I had no intention of adopting Beauty, but she had other plans.

Through Vesper on Wheels, I’d just received a pair of wheels that we’d made for Kayleen in Cape Town, which didn’t fit. They fitted Beauty as if made for her. She took to them immediately and stormed off, running everywhere. However, Beauty was very hard on harnesses and ate quite a few.

While I was on holiday, Beauty came to stay with me so I could start teaching her wheels’ skills, not that she needed it. She literally just bounced into my heart.

As she couldn’t stay in her wheels permanently, her feet were almost always covered to avoid damage to them when she scooted around. This dog was used to township life, and she went everywhere. Because of the weird shape of her feet, we struggled to get booties or anything permanent for her to wear to protect them. They became infected, they healed, and so it went on.

In 2018, I went for a hip replacement, during which time my old boy, Sammie, passed away due to a stroke. I then decided to foster Beauty permanently and in the end adopted her. She fitted right in, especially when I fostered little Ciska, who became her partner in crime and zooming mate.

Beauty’s feet, however, kept getting worse, and she’d take the bandages off and self-mutilate. It became so bad that we started worrying about gangrene. The vets made a decision to amputate her toes and save the pad so that we could still try to get her boots or a prosthesis later on. She went through the operation like a trooper.

She never complains, and she’s so much happier without those toes. The vets are still not convinced that she’ll ever walk, as her hind muscles have atrophied, but I never say never: this dog is a survivor and fighter of note.

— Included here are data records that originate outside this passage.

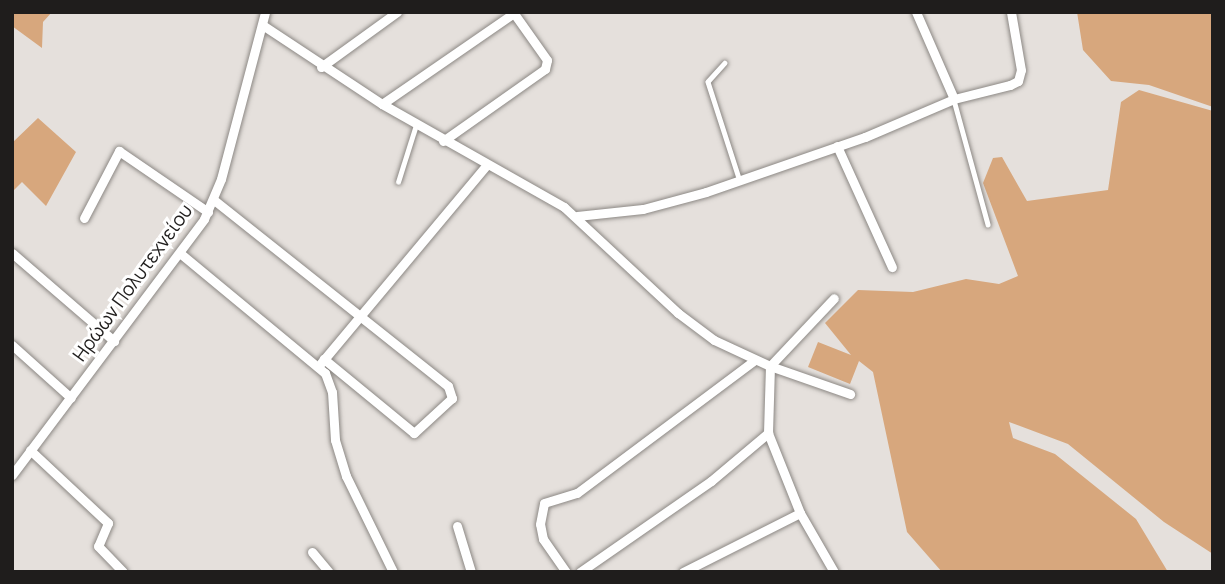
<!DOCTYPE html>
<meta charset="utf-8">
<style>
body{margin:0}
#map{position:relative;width:1225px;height:584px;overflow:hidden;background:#e5e0dc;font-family:Manrope,sans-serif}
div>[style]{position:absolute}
.green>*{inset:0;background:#d7a77d}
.roads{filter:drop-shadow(0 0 2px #8c8884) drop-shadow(0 0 2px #8c8884)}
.lane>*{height:4.5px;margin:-2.25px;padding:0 2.25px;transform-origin:2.25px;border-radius:2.25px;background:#fff}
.street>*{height:9px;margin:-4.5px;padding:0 4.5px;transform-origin:4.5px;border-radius:4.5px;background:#fff}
span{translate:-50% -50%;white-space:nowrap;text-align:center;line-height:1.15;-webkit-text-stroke:6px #fff;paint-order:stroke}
.street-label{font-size:19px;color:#1f1d1c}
.frame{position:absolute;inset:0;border:14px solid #1f1d1c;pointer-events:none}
</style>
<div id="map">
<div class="green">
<div style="clip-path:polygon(12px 12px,52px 12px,43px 22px,42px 48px,12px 26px)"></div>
<div style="clip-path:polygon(1077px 12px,1213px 12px,1213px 107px,1149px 85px,1111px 81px,1083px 50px)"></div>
<div style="clip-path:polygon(1139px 90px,1213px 111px,1213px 554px,1164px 522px,1068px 444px,1009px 422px,1013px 438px,1055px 454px,1136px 519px,1168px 572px,942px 572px,907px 532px,873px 372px,859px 361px,850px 384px,808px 367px,818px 342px,851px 355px,825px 323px,858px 290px,913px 292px,966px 279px,999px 284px,1018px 276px,983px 183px,993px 158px,1002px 157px,1027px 201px,1108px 190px,1121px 102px)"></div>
<div style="clip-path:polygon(38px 118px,76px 152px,46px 206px,22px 182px,12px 192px,12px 143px)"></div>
</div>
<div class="roads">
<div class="lane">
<div style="left:725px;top:63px;width:25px;rotate:132deg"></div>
<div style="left:708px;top:82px;width:101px;rotate:72.1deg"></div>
<div style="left:954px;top:100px;width:129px;rotate:74.7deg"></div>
<div style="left:398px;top:182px;width:60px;rotate:-72.5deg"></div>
</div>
<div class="street">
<div style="left:916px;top:12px;width:95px;rotate:66.4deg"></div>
<div style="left:264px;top:26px;width:141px;rotate:33.5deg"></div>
<div style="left:382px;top:104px;width:209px;rotate:29.5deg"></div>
<div style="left:564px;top:207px;width:156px;rotate:42.9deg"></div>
<div style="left:678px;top:313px;width:45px;rotate:36.9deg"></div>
<div style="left:714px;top:340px;width:62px;rotate:24.9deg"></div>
<div style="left:770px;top:366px;width:85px;rotate:19.3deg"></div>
<div style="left:321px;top:67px;width:94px;rotate:-35.9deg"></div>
<div style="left:382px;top:104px;width:160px;rotate:-34.6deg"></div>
<div style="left:443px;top:141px;width:125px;rotate:-35.2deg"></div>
<div style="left:545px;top:69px;width:9px;rotate:-77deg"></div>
<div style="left:547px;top:60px;width:59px;rotate:-125.3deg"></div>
<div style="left:837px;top:146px;width:133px;rotate:65.6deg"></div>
<div style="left:214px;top:200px;width:299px;rotate:38.5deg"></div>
<div style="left:448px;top:386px;width:13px;rotate:72deg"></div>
<div style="left:452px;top:398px;width:52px;rotate:137.4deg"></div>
<div style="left:414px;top:433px;width:117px;rotate:-140.6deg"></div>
<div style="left:577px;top:216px;width:66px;rotate:-6.1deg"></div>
<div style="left:643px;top:209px;width:65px;rotate:-15.1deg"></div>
<div style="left:706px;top:192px;width:168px;rotate:-19.1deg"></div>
<div style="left:865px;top:137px;width:97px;rotate:-23.1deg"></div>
<div style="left:954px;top:99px;width:58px;rotate:-14deg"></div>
<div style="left:1010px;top:85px;width:9px;rotate:-27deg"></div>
<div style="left:1018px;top:81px;width:11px;rotate:-75deg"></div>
<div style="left:1021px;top:70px;width:59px;rotate:-99.8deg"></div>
<div style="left:84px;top:218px;width:76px;rotate:-62.4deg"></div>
<div style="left:119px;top:151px;width:108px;rotate:34.4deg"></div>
<div style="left:12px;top:253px;width:135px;rotate:40.8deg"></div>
<div style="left:181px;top:254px;width:187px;rotate:39.6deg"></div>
<div style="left:325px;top:373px;width:20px;rotate:70deg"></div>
<div style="left:332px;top:392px;width:48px;rotate:86.4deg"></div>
<div style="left:335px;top:440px;width:38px;rotate:73deg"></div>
<div style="left:346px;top:476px;width:107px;rotate:63.9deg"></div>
<div style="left:12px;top:345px;width:79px;rotate:41.9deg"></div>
<div style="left:321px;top:363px;width:257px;rotate:-50.1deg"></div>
<div style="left:30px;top:450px;width:107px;rotate:43.1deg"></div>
<div style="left:108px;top:523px;width:25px;rotate:113deg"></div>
<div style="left:98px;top:546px;width:36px;rotate:46deg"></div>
<div style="left:12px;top:475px;width:320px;rotate:-53.1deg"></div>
<div style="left:204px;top:219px;width:43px;rotate:-67deg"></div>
<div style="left:221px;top:179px;width:173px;rotate:-75.2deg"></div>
<div style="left:457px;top:526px;width:48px;rotate:73.1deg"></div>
<div style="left:312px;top:552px;width:26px;rotate:50deg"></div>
<div style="left:566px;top:572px;width:40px;rotate:-124.9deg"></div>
<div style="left:543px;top:539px;width:15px;rotate:-101deg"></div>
<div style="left:540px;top:524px;width:21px;rotate:-79deg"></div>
<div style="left:544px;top:503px;width:34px;rotate:-17deg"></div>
<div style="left:577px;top:493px;width:222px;rotate:-36.8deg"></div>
<div style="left:580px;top:572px;width:160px;rotate:-34.8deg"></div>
<div style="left:711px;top:481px;width:75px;rotate:-40.1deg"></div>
<div style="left:683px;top:572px;width:131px;rotate:-26.8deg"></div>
<div style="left:834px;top:572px;width:68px;rotate:-120deg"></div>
<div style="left:800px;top:513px;width:86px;rotate:-111.8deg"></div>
<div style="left:768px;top:433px;width:67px;rotate:-88.3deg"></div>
<div style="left:770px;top:366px;width:93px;rotate:-46.7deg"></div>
</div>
</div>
<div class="street-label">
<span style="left:133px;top:283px;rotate:-54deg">Ηρώων Πολυτεχνείου</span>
</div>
<div class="frame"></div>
</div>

Beauty is loveable and adores cuddles and sitting on my feet. She hates anything constricting her front legs and loves her wheels; she now has two pairs, because she loves to give me extra work by breaking them. I found a harness she likes. She plays the whole day every day with Ciska, and she’s patient with me putting on nappies and washing her butt. She’s beautiful with her dark brown eyes and floppy ears.

The special ones usually find me somehow, then we heal each other. I wouldn’t have it any other way.